[Start of Attachment]
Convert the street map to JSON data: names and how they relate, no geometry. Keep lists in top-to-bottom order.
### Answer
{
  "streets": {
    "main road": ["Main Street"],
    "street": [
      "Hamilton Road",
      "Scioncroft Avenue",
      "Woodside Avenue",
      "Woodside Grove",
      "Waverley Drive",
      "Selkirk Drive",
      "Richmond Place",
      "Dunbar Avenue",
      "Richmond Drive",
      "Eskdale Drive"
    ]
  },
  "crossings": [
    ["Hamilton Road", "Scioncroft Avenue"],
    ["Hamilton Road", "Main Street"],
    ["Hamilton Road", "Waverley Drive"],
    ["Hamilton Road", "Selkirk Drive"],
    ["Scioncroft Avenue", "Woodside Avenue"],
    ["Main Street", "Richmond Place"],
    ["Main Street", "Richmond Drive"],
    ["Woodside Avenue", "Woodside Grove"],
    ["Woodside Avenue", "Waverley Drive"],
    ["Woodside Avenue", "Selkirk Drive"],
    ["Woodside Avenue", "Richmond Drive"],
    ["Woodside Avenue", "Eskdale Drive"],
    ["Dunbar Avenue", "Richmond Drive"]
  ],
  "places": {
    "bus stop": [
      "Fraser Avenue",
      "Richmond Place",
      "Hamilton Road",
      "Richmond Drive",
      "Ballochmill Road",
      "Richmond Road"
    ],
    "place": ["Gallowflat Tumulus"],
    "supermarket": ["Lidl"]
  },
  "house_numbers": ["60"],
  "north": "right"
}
[End of Attachment]
> [Task statement] Output the whole of the material above, exactly.

> [Task response]
Convert the street map to JSON data: names and how they relate, no geometry. Keep lists in top-to-bottom order.
### Answer
{
  "streets": {
    "main road": ["Main Street"],
    "street": [
      "Hamilton Road",
      "Scioncroft Avenue",
      "Woodside Avenue",
      "Woodside Grove",
      "Waverley Drive",
      "Selkirk Drive",
      "Richmond Place",
      "Dunbar Avenue",
      "Richmond Drive",
      "Eskdale Drive"
    ]
  },
  "crossings": [
    ["Hamilton Road", "Scioncroft Avenue"],
    ["Hamilton Road", "Main Street"],
    ["Hamilton Road", "Waverley Drive"],
    ["Hamilton Road", "Selkirk Drive"],
    ["Scioncroft Avenue", "Woodside Avenue"],
    ["Main Street", "Richmond Place"],
    ["Main Street", "Richmond Drive"],
    ["Woodside Avenue", "Woodside Grove"],
    ["Woodside Avenue", "Waverley Drive"],
    ["Woodside Avenue", "Selkirk Drive"],
    ["Woodside Avenue", "Richmond Drive"],
    ["Woodside Avenue", "Eskdale Drive"],
    ["Dunbar Avenue", "Richmond Drive"]
  ],
  "places": {
    "bus stop": [
      "Fraser Avenue",
      "Richmond Place",
      "Hamilton Road",
      "Richmond Drive",
      "Ballochmill Road",
      "Richmond Road"
    ],
    "place": ["Gallowflat Tumulus"],
    "supermarket": ["Lidl"]
  },
  "house_numbers": ["60"],
  "north": "right"
}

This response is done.